Stuck at the same dance, just in a different dress: The Proposal is an astonishingly—brazenly—formulaic romantic comedy. On this spin it's Margaret (Sandra Bullock, an alternative to Jennifer Aniston) as the independent (but deep down just lonely) New York woman who first abuses and then falls in love with Andrew (Ryan Reynolds who, incidentally, holds the distinction of having been the male lead in the only recent romantic film that didn't make my boyfriend's balls crawl up inside his stomach cavity: Definitely, Maybe. Oops, there they went again.).
The contrived set-up is that Margaret is Andrew's nightmarish boss, who blackmails him into marrying her to avoid deportation to Canada. They are then subjected to a farcical weekend at his family's Alaskan home, setting up the city-girl-in-the-country humor and, later, her appealingly loosened-up transformation. (Amazing how the female lead always packs for this turning point, sneaking that one pair of flat shoes and pants into trunks otherwise full of inappropriate pencil skirts and Louboutin stilettos.) And it certainly doesn't hurt the lubrication of inevitable things when Margaret arrives to discover her supposed victim is actually the heir to an immense family fortune—it never, ever does.
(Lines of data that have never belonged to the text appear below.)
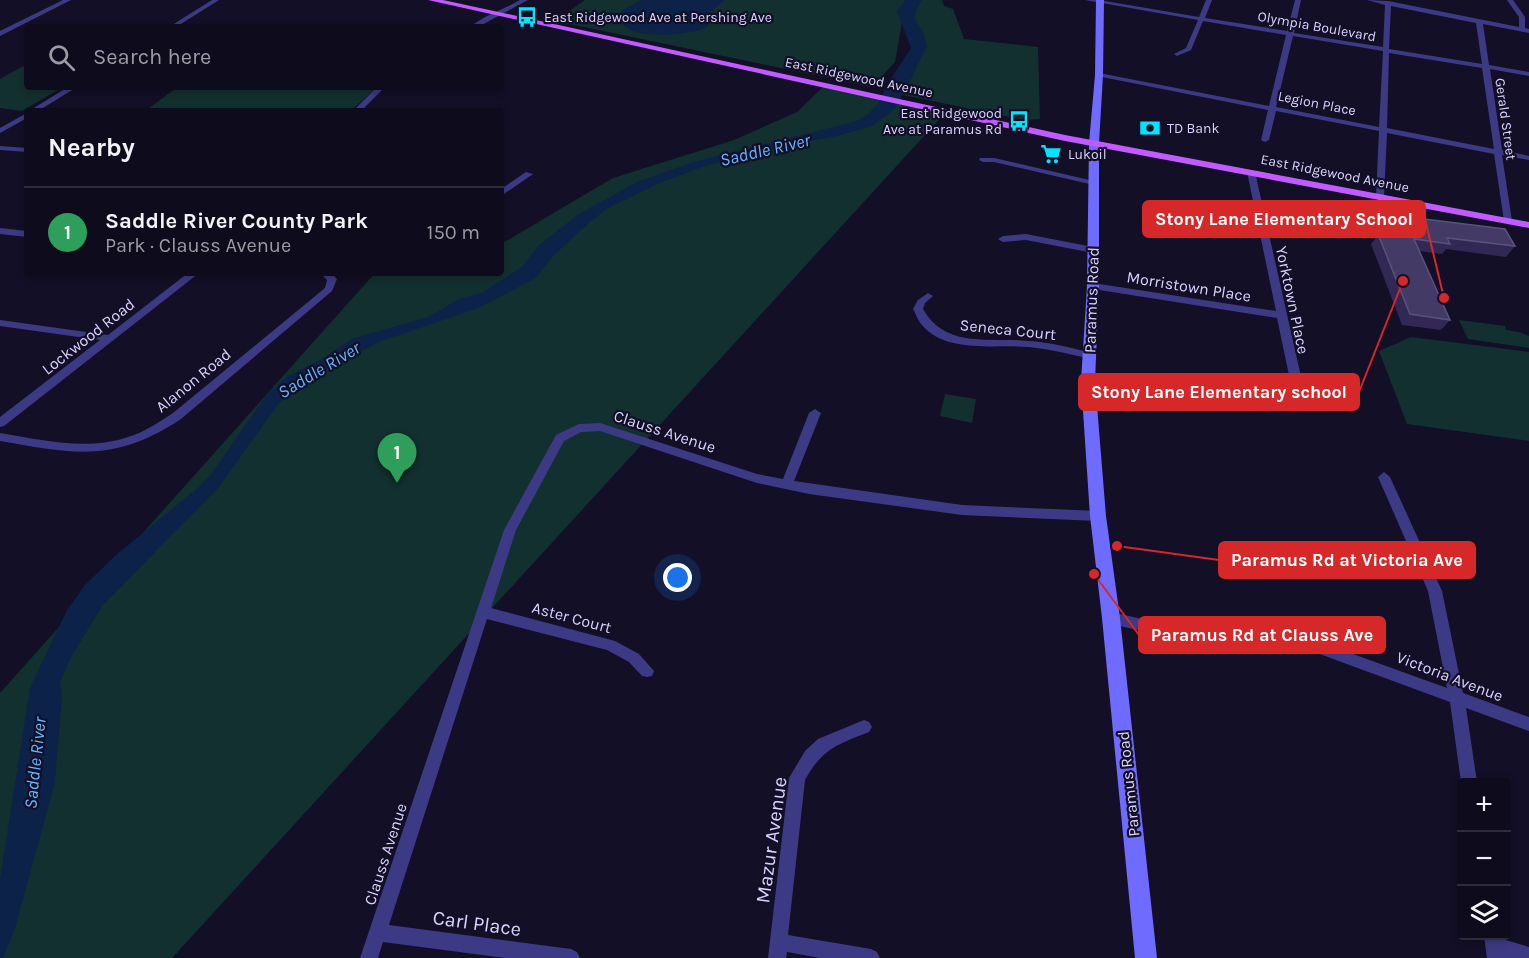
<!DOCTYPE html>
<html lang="en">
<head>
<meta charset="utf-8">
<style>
  :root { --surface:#0e0b1c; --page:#1c1929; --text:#f1f3f6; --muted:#9b9ba3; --line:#2e2b3b; --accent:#db2777 }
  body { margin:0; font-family:Karla,sans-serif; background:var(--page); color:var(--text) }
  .controls { position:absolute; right:18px; bottom:18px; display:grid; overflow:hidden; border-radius:6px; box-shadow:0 3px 9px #0003 }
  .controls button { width:54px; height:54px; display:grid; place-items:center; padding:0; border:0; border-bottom:2px solid var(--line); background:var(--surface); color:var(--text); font:30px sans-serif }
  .you { position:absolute; left:678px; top:578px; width:21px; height:21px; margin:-15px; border:4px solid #fff; border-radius:50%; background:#1a73e8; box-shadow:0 0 0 9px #1a73e833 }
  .badge { display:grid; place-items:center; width:39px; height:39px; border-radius:50%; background:var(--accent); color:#fff; font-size:20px; font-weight:700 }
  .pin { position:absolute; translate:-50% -50px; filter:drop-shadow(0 2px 3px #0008) }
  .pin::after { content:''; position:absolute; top:32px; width:21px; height:18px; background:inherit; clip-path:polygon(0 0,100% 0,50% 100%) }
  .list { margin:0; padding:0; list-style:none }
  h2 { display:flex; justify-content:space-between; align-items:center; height:78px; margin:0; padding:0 24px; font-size:26px }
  h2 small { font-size:20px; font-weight:400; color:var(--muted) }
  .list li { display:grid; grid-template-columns:39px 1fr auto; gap:18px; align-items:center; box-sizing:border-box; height:90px; padding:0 24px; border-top:2px solid var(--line) }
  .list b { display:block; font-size:22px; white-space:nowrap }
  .list p { margin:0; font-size:20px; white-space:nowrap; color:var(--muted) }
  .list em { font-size:20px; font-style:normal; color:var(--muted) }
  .icon { flex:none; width:33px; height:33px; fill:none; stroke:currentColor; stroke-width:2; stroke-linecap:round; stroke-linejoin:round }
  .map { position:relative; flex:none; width:1529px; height:958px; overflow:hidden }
  .search { position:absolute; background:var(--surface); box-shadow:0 3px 9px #0003; left:24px; top:24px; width:480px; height:66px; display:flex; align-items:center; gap:15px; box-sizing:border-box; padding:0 21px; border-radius:6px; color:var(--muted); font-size:22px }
  .panel { position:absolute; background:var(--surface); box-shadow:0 3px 9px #0003; left:24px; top:108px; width:480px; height:168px; border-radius:6px }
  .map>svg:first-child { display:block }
  .green { fill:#12302f }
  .water { fill:#0c2248 }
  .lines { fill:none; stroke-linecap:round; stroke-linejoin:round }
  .street { fill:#3d3a85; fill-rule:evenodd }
  .secondary { fill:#6f6bff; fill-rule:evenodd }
  .primary { fill:#c25bff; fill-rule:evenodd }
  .wall { fill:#312854 }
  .building { fill:#433a66; stroke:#5a527e; stroke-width:1.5 }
  .labels { text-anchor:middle; stroke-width:4.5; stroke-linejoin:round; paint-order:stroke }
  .far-poi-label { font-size:14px; fill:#d9d4ff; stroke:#130f26; text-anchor:start }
  .far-street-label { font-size:14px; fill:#d9d4ff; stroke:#130f26 }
  .street-label { font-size:16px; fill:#d9d4ff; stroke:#130f26 }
  .water-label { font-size:18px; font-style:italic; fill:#62b6ff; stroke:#130f26 }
  .near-street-label { font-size:20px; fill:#d9d4ff; stroke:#130f26 }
  .leader { fill:none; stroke:#d62828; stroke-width:2 }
  .callout-dot { fill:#d62828; stroke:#130f26; stroke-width:2 }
  .callout { fill:#d62828; stroke:#d62828; stroke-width:2 }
  .callout-label { font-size:18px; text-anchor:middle; font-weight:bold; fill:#fff }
</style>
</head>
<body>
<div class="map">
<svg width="1529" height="958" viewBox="0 0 1529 958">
  <rect width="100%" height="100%" fill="#130f26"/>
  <g class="green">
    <polygon points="585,0 906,0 895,62 872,87 555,21"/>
    <polygon points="921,0 942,0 944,6 953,9 964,39 1038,47 1040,119 1024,120 903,95 926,46 923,33 913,17"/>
    <polygon points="27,64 27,87 63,87 22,111 0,108 0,79"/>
    <polygon points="825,85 947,111 172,958 0,958 0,693 375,273 501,273 501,244 613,178 734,140 797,112"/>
    <polygon points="178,87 377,87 351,111 187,111 149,108"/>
    <polygon points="1459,320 1505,326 1506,330 1519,332 1529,336 1529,348 1468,339"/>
    <polygon points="1411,337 1529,352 1529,441 1407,424 1379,351"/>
    <polygon points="945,394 976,399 972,423 940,416"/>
  </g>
  <g class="water">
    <path d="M 642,0 L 725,0 L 705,17 L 708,26 C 694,36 641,38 627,28 C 624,26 622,23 620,21 L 623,10 Z"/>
    <polygon points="906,0 921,0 914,17 923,33 927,46 896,108 872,126 833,137 783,145 702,167 657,184 608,208 590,222 553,256 536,278 478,308 379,342 319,373 279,403 218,488 102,606 70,659 60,682 62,697 55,782 15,928 3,958 0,958 0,879 30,688 67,610 85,585 116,555 199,487 212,473 267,394 287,377 322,359 351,339 428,317 459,299 482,293 522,267 539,245 579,214 637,182 693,162 857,121 868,114 878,104 888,83 911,48 897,11"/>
  </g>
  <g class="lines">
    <g class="street">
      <polygon points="63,0 71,0 0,36 0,31"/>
      <polygon points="212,0 219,0 176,27 169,27"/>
      <path d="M 520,0 L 528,0 L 478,27 L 470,27 C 485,15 503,10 520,0 Z"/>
      <path d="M 1085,0 L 1099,0 L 1199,17 L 1206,0 L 1212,0 L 1205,18 L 1287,31 L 1295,0 L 1301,0 L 1294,33 L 1383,47 L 1385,5 L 1367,0 L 1388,1 L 1519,27 L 1519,17 L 1507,0 L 1513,0 L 1525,17 L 1525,28 L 1529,29 L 1529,33 L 1483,24 L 1489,65 L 1529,72 L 1529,76 L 1490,69 L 1502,150 L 1529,156 L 1529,160 L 1502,155 L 1512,221 L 1508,224 L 1504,221 L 1494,154 L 1387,133 L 1384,197 L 1380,200 L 1376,197 L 1379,131 L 1276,111 L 1269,140 L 1265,142 L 1261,140 L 1268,110 L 1097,76 L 1097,74 L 1099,73 L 1269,106 L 1286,35 L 1203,21 L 1191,50 L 1177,56 L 1174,54 L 1186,48 L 1198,20 ZM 1391,6 L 1476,23 L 1482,64 L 1389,49 ZM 1293,36 L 1383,51 L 1379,127 L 1276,107 ZM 1389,53 L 1482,68 L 1494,149 L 1387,128 Z"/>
      <polygon points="68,87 77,87 38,111 29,111"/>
      <polygon points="377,87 385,87 361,111 353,111"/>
      <polygon points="27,113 27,118 0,133 0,128"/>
      <polygon points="0,146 27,148 27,152 0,150"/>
      <polygon points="980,158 994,158 1098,182 1094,185 994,162 983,162 979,160"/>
      <polygon points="1248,170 1255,172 1306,399 1300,403 1294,399 1277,318 1093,289 1088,286 1093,283 1276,311 1247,172"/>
      <polygon points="526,172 533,174 501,196 501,189"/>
      <polygon points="0,228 27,231 27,237 0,234"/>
      <polygon points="1026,234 1093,247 1098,250 1093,253 1026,240 1003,242 998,239 1003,236"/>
      <polygon points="188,273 199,273 4,426 0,427 0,417 100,340 0,326 0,320 108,335"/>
      <path d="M 320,273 L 331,273 L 337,279 L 332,291 L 181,419 C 114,463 75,454 0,441 L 0,433 C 42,440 87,451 128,437 C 145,432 159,422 173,413 L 325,288 L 327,280 Z"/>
      <path d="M 928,293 L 933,296 L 925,303 L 923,309 C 945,349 990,337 1028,341 C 1048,342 1068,347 1088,352 L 1093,355 L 1088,358 C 1068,354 1049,349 1029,347 C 996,344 946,354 922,325 C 918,321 916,314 913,309 L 918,300 Z"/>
      <polygon points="815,409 821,413 794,481 962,505 1098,511 1102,513 1104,516 1102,519 1098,521 962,515 809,494 757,483 600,431 581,432 564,441 516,530 491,608 615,641 639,654 654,671 652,676 647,677 642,676 629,662 607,650 487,619 389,925 571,949 577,952 580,958 505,958 383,942 378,958 360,958 504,530 556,435 579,424 600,423 757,474 783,479 809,413"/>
      <polygon points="1384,472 1390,477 1442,591 1463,693 1529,717 1529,731 1466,708 1477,782 1461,782 1450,702 1317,653 1281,644 1173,638 1111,624 1106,622 1104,618 1106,614 1111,612 1173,626 1281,632 1317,641 1447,688 1428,591 1378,477"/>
      <path d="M 864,720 L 869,722 L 872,727 L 869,732 C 838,744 822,749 805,780 L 788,935 L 871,949 L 877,952 L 880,958 L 820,958 L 787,952 L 786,958 L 768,958 L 789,778 L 805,751 L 818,739 Z"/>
      <polygon points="1484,936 1502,936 1502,939 1529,947 1529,958 1487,958"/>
    </g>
    <polygon class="secondary" points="1096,0 1104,0 1103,75 1099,143 1099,286 1095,381 1106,516 1120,618 1157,958 1135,958 1102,618 1090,516 1081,381 1087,286 1089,143 1095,75"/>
    <polygon class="primary" points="428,0 443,0 1065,135 1529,222 1529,228 1065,141"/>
  </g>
  <polygon class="wall" points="1375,213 1515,246 1506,257 1446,249 1442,254 1419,251 1450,320 1441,330 1402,325 1371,244 1375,239 1369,223"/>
  <polygon class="building" points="1375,213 1505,229 1515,246 1447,238 1450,244 1414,239 1450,320 1410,314 1378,234 1384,235"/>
  <defs>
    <g id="bus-bare" transform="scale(1.62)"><path d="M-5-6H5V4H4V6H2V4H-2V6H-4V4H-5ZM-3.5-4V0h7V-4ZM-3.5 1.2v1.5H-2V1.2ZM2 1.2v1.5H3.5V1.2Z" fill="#00e5ff" stroke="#130f26" stroke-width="2.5" paint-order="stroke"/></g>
    <g id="bank-bare" transform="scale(1.62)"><path d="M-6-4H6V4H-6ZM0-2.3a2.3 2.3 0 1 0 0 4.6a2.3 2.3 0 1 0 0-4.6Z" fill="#00e5ff" stroke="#130f26" stroke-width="2.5" paint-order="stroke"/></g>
    <g id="supermarket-bare" transform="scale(1.62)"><path d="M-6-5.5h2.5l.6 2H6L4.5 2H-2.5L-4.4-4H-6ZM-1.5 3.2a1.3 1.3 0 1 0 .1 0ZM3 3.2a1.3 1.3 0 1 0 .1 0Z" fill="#00e5ff" stroke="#130f26" stroke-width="2.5" paint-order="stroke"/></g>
  </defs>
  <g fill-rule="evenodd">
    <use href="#bus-bare" x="527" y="17"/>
    <use href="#bus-bare" x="1019" y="121"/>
    <use href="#bank-bare" x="1150" y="128"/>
    <use href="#supermarket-bare" x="1051" y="154"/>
  </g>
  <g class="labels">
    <g class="far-poi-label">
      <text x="544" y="22">East Ridgewood Ave at Pershing Ave</text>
      <text x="1002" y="118" text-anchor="end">East Ridgewood<tspan x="1002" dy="16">Ave at Paramus Rd</tspan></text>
      <text x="1167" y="133">TD Bank</text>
      <text x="1068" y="159">Lukoil</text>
    </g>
    <g class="far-street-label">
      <text transform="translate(1317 26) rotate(10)" y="5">Olympia Boulevard</text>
      <text transform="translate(859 77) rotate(12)" y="5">East Ridgewood Avenue</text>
      <text transform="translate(1317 103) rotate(11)" y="5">Legion Place</text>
      <text transform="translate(1506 119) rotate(82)" y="5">Gerald Street</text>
      <text transform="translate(1335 173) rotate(11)" y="5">East Ridgewood Avenue</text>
    </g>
    <g class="street-label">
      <text transform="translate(1189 286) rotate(9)" y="6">Morristown Place</text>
      <text transform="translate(1091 300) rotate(-88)" y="6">Paramus Road</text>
      <text transform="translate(1293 300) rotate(78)" y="6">Yorktown Place</text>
      <text transform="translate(1008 329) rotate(6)" y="6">Seneca Court</text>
      <text transform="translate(88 336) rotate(-38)" y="6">Lockwood Road</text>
      <text transform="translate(193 380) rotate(-39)" y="6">Alanon Road</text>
      <text transform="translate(665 431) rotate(18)" y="6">Clauss Avenue</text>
      <text transform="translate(572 617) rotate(15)" y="6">Aster Court</text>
      <text transform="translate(1450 676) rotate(21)" y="6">Victoria Avenue</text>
      <text transform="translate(1128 784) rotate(-96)" y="6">Paramus Road</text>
      <text transform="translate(385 854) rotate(-72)" y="6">Clauss Avenue</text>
    </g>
    <g class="water-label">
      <text transform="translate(765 150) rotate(-13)" y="6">Saddle River</text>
      <text transform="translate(319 370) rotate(-31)" y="6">Saddle River</text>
      <text transform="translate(35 763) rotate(-84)" y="6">Saddle River</text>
    </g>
    <g class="near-street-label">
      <text transform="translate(771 840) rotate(-82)" y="7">Mazur Avenue</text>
      <text transform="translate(477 923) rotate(8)" y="7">Carl Place</text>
    </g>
  </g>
  <path class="leader" d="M1444 298L1425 219M1403 281L1359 392M1117 546L1219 560M1094 574L1139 635"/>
  <g class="callout-dot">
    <circle cx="1444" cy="298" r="6"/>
    <circle cx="1403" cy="281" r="6"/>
    <circle cx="1117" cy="546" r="6"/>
    <circle cx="1094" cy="574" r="6"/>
  </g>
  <g class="callout">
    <rect x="1143" y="201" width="282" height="36" rx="6"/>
    <rect x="1079" y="374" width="280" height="36" rx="6"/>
    <rect x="1219" y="542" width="256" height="36" rx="6"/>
    <rect x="1139" y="617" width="246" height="36" rx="6"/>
  </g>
  <g class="callout-label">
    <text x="1284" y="225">Stony Lane Elementary School</text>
    <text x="1219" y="398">Stony Lane Elementary school</text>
    <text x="1347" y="566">Paramus Rd at Victoria Ave</text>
    <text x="1262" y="641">Paramus Rd at Clauss Ave</text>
  </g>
</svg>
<div class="controls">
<button>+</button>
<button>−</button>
<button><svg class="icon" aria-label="layers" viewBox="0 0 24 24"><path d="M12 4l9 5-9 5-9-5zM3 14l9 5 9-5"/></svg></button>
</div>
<div class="you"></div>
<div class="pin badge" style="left:397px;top:483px;background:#2e9e5b">1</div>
<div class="search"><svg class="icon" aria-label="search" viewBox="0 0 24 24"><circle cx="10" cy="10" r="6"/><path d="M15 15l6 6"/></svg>Search here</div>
<section class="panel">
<h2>Nearby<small></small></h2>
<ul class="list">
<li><span class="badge" style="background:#2e9e5b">1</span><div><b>Saddle River County Park</b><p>Park · Clauss Avenue</p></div><em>150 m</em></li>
</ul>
</section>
</div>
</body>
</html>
Crucial to the romcom witches' brew are the comedic foils: Spunky grandmas and adorable, naughty little dogs both work nicely for this, so here, one of each are deployed. Betty White as Grandma Annie doles out the compulsory eccentricity and impish perverted-ness with as much aplomb as is expected from a veteran of The Golden Girls. (But the American Eskimo puppy? Now that was well played.) The lovely Mary Steenburgen and (Coach!) Craig T. Nelson also show up as Andrew's likeable (stinking rich, but totally salt of the earth) parents, yet there is barely an original moment in the movement of the entire tableau.
Like any PG-13 erotica should, The Proposal hits a few of its marks, and you may find yourself torn between your own intelligence and the twinkle in Ryan Reynolds' eye. There's no real shame in this—during illness, say, or drinking alone—but this is one film that's best left for such weaker moments.